Like other fraud prevention measures, the best strategy is a multi-layered approach that gives equal weight to both the latest technologies and resilient workflows. Here’s what companies can do to best protect their customers from scammers:
1. Prioritize education for consumers and workers: Humans are invariably going to be the weakest link in the chain; not even the most robust technology can prevent a victim from unwittingly handing over their private credentials. That said, while many financial institutions are investing in educational programs to teach their customers basic principles around protecting their accounts, they need to make it a continuous and ongoing initiative. Likewise, these efforts should extend to the customer-facing workers and especially contact center employees who are ultimately responsible for authenticating a customer’s identity.

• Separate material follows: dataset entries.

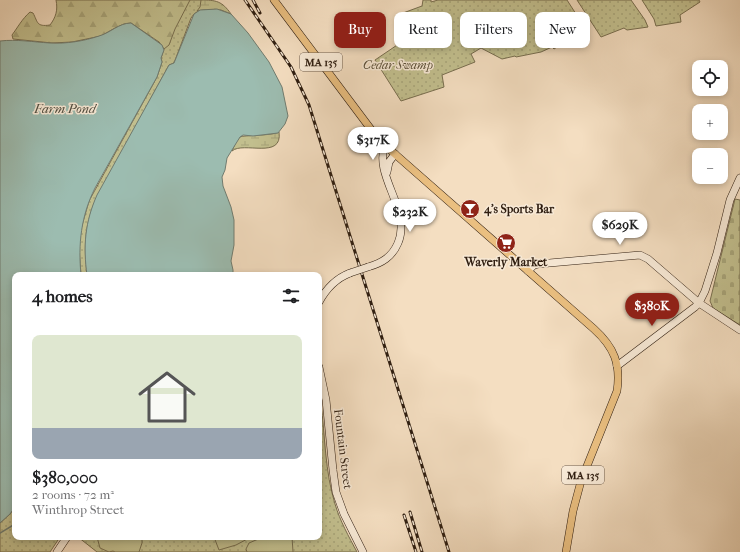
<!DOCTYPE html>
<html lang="en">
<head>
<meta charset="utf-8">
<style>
  body { margin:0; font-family:"IM FELL French Canon",serif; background:#f6f6f6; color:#202124; height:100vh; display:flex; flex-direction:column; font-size:15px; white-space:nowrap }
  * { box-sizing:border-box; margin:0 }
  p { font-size:13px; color:#757577 }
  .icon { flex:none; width:22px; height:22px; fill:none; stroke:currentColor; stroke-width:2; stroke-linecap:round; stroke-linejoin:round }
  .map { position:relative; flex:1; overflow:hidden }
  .side { position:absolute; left:12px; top:272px; width:310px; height:268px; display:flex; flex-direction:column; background:#fff; border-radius:8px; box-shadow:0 2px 6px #0003 }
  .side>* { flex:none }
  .guide { position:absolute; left:334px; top:12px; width:346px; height:36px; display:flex; gap:8px }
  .controls { position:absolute; left:692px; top:60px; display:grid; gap:8px }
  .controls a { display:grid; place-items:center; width:36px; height:36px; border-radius:8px; background:#fff; box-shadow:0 2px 6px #0003; font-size:20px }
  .price { position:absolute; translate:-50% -34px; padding:0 9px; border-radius:14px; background:#fff; color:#222; font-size:13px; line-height:26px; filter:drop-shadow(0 1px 2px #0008) }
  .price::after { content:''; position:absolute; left:50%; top:24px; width:12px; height:9px; margin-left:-6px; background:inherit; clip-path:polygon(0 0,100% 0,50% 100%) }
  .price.active { background:#8f2418; color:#fff }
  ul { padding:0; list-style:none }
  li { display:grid; align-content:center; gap:8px; height:212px; padding:0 20px }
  li span { display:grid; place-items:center; height:124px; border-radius:8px; color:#555 }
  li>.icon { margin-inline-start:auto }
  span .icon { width:72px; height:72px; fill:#fffc; stroke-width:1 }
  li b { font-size:17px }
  h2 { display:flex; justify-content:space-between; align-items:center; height:48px; padding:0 20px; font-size:17px }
  .pill { padding:0 14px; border-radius:8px; background:#fff; box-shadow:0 2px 6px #0003; font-size:14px; line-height:36px }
  .pill.active { background:#8f2418; color:#fff }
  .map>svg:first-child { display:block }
  .grass { fill:url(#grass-dots); stroke:#786e4f }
  .forest { fill:url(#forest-firs); stroke:#786e4f }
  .wetland { fill:url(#wetland-marsh); stroke:#786e4f }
  .cemetery { fill:url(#cemetery-stones); stroke:#786e4f }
  .garden { fill:#c2bf8e; stroke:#786e4f }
  .water { fill:#9cbcb0; stroke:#707c70 }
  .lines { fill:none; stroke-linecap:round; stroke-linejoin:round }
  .stream { stroke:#707c70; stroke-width:1.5 }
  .secondary-casing { stroke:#2e1d10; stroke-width:8 }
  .primary-casing { stroke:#2e1d10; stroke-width:8 }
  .secondary { stroke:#f8ead7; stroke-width:7 }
  .primary { stroke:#eabf80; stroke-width:7 }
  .rail-casing { stroke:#2e1d10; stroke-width:3 }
  .rail { stroke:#f8ead7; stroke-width:1.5; stroke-dasharray:4.5; stroke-linecap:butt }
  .secondary-bridge-casing { stroke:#2e1d10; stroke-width:8; stroke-linecap:butt }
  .secondary-bridge { stroke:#f8ead7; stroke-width:7 }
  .labels { text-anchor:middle; stroke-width:3; stroke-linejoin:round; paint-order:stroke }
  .shield { fill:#f8ead7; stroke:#6b5a4c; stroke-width:1 }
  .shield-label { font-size:11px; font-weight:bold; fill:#2e1d10 }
  .park-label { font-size:12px; font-style:italic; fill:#5a4e36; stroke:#f8ead7 }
  .poi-label { font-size:12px; font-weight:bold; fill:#2e1d10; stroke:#f8ead7; text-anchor:start }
  .street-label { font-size:12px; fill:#2e1d10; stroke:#f8ead7 }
  .water-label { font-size:13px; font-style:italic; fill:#4f4d40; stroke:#f8ead7 }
</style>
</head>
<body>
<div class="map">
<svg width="740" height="552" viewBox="0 0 740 552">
  <defs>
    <pattern id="grass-dots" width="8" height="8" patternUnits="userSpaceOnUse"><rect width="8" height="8" fill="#c2bf8e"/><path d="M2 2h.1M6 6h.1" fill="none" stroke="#a7a479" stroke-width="1.8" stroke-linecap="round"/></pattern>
    <pattern id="forest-firs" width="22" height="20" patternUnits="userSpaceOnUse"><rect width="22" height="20" fill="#c2bf8e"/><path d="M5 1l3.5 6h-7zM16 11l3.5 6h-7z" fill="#a7a479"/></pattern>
    <pattern id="wetland-marsh" width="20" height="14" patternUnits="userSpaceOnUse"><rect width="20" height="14" fill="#c2bf8e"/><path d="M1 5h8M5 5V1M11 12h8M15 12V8" fill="none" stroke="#a7a479"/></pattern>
    <pattern id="cemetery-stones" width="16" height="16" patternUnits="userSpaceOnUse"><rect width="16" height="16" fill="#c2bf8e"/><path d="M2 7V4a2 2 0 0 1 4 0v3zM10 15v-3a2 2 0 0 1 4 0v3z" fill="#a7a479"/></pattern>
  </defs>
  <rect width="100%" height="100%" fill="#f4dec1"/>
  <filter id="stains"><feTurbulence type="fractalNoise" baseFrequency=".005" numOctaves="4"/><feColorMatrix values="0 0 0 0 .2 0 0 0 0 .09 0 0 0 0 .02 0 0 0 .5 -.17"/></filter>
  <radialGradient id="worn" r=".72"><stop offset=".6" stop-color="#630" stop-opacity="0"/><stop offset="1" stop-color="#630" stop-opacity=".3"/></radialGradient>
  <!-- grass -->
  <path class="grass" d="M181,0H203L200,10L194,14L191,18L174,63L169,65L96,199C84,227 84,246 87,275H81L79,248L81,229L89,201L157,77L162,62L161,58L164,49L160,43L156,40Z
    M423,0H431V2L438,0H567L585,28L554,49L552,47L541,52L516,57L515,56L502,59L481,48L471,54L475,62L442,75L444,87L401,101L375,60L409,37L403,13L422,6Z
    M577,0H631L645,20L648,27L627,30L624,28L601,37Z
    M642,0H699L700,2L680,15L681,22L656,26L654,19Z
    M319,397L321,403C325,436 325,472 335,504C340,521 349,537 357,552H97L78,537H319Z
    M15,507V537H60L50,552H0V523L10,514Z"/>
  <!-- forest -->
  <path class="forest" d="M56,0H190L175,29L169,45L164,49L159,42L131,23L124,24L115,28L101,36L72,42L52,43L13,39L12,35C18,27 22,19 30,12L33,13C38,22 36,27 50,25C56,17 58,10 56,0Z"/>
  <!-- wetland -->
  <path class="wetland" d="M201,0C216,0 222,1 231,14L221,10H204L197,11L200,7Z
    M279,132C283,160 243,141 232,151C234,147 236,140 240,137C243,135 271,136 279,132Z"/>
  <!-- cemetery -->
  <path class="cemetery" d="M735,199L740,200V325L713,308L710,301Z"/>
  <!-- garden -->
  <path class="garden" d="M97,537H142V543L139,552H115L113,551L109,552L100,548Z
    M214,537H251L236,545L219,550Z
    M263,537H292L293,552H247L246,549L249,543Z"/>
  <!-- water -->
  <path class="water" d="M217,9L231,14L248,33L269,62L282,87L288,116L285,124L278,133L253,136L243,135L240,137L227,158L225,170L222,177L223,186L231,207L234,220V245L231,261L233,270V275H87C83,246 85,222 97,195L169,65L174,63L194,14L200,10Z
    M131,23L162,45L164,50L161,58L162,62L157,77L95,188C81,216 78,244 81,275H15V507L10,514L0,523V41C17,39 33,42 50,43C66,44 84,41 99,36C110,33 119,23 131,23Z"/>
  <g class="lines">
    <!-- stream -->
    <path class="stream" d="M0,533L15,524"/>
    <!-- secondary casing -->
    <g class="secondary-casing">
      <path id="secondary" d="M387,172L389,162L395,154
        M368,267C382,263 392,257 398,243C412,210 373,176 385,145
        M528,271L534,265L538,264L640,255L648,259L699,303L740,330
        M319,302C326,289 337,278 350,273
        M617,366L695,307L699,303L705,291L717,253L730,200L740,178
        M319,367L326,400L333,470L336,492L344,514L363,552
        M57,552L67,537"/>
    </g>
    <!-- primary casing -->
    <g class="primary-casing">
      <path id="primary" d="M274,0L379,140L594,329C614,347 621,364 617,391L581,481L573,511L566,552"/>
    </g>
    <!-- secondary -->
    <use href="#secondary" class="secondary"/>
    <!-- primary -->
    <use href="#primary" class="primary"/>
    <!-- rail casing -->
    <g class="rail-casing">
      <path id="rail" d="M245,0L291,67L309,105L449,552
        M253,0L260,13
        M410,512L422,552
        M404,515L416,552"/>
    </g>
    <!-- rail -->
    <use href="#rail" class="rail"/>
    <!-- secondary-bridge casing -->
    <g class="secondary-bridge-casing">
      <path id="secondary-bridge" d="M350,273L368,267"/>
    </g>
    <!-- secondary-bridge -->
    <use href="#secondary-bridge" class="secondary-bridge"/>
  </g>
  <!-- icons -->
  <defs>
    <g id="bar-disc" transform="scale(1)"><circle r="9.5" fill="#8f2418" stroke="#f8ead7"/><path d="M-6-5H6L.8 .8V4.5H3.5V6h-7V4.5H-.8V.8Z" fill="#fff"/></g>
    <g id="supermarket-disc" transform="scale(1)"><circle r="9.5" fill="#8f2418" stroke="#f8ead7"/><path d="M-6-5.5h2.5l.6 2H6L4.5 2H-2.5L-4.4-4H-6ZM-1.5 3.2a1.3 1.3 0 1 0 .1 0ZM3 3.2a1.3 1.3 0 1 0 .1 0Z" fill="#fff"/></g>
  </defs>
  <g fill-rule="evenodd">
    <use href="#bar-disc" x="470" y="209"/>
    <use href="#supermarket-disc" x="506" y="243"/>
  </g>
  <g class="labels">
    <!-- shield labels -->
    <g class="shield">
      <rect x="300" y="53" width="42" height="18" rx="3"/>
      <rect x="562" y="466" width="42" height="18" rx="3"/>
    </g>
    <g class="shield-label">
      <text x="321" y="66">MA 135</text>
      <text x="583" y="479">MA 135</text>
    </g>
    <!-- park labels -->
    <g class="park-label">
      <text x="398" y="69">Cedar Swamp</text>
    </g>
    <!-- poi labels -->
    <g class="poi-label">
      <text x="484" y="213">4’s Sports Bar</text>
      <text x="506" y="266" text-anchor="middle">Waverly Market</text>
    </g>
    <!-- street labels -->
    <g class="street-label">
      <text transform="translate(343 449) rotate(83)" y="4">Fountain Street</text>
    </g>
    <!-- water labels -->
    <g class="water-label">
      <text x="65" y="113">Farm Pond</text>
    </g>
  </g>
  <rect width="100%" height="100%" filter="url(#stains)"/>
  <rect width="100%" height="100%" fill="url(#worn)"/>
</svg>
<div class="controls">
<a><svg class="icon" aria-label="locate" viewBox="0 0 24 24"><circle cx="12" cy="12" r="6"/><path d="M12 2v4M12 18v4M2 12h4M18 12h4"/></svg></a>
<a>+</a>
<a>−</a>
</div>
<b class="price" style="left:373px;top:161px">$317K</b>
<b class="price" style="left:410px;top:233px">$232K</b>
<b class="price" style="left:620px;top:246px">$629K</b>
<b class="price active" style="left:652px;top:327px">$380K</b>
<div class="guide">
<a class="pill active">Buy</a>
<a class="pill">Rent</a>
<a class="pill">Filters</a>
<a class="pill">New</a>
</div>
<section class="side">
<h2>4 homes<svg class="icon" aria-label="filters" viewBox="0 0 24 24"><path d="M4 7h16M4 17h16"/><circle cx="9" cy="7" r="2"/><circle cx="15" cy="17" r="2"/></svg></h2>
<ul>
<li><span style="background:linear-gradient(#dfe7d0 75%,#9aa5b1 0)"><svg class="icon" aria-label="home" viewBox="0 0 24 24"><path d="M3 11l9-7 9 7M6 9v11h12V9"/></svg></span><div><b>$380,000</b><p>2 rooms · 72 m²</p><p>Winthrop Street</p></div></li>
</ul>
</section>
</div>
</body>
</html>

2. Leverage behavioral analytics to signal anomalous activities: Phone-based scams almost always culminate with the victim transmitting funds, buying untraceable gift cards, or sharing critical data that can be used to create synthetic identities to open new accounts. For financial institutions this means that they need to be able to establish a behavioral baseline of their customers to understand normal interactions from anomalous activities that could be earmarks for potential fraud threats. Embedding behavioral analytics into the customer authentication process can help pinpoint the signals within a device or network that indicate the relative risk of each transaction.
3. Drive greater trust into the phone channel: There are solutions available today that go beyond the gaps within the TRACED Act framework that can help a customer determine the legitimacy of a caller with confidence. These solutions go beyond one-dimensional caller ID notifications by enabling businesses to register their calls as legitimate non-spam, to enhance the call experience by displaying their logo alongside a reason for the call, and to provide a visual verification of the caller identity.
The modern scammer is like any successful biological organism: the faster they can adapt to a new environment, the more likely they will survive. Likewise, the agile enterprise that can proactively protect their customers from call spoofing and other brand-damaging phone-based threats will be the ones most likely to thrive in the omnichannel future.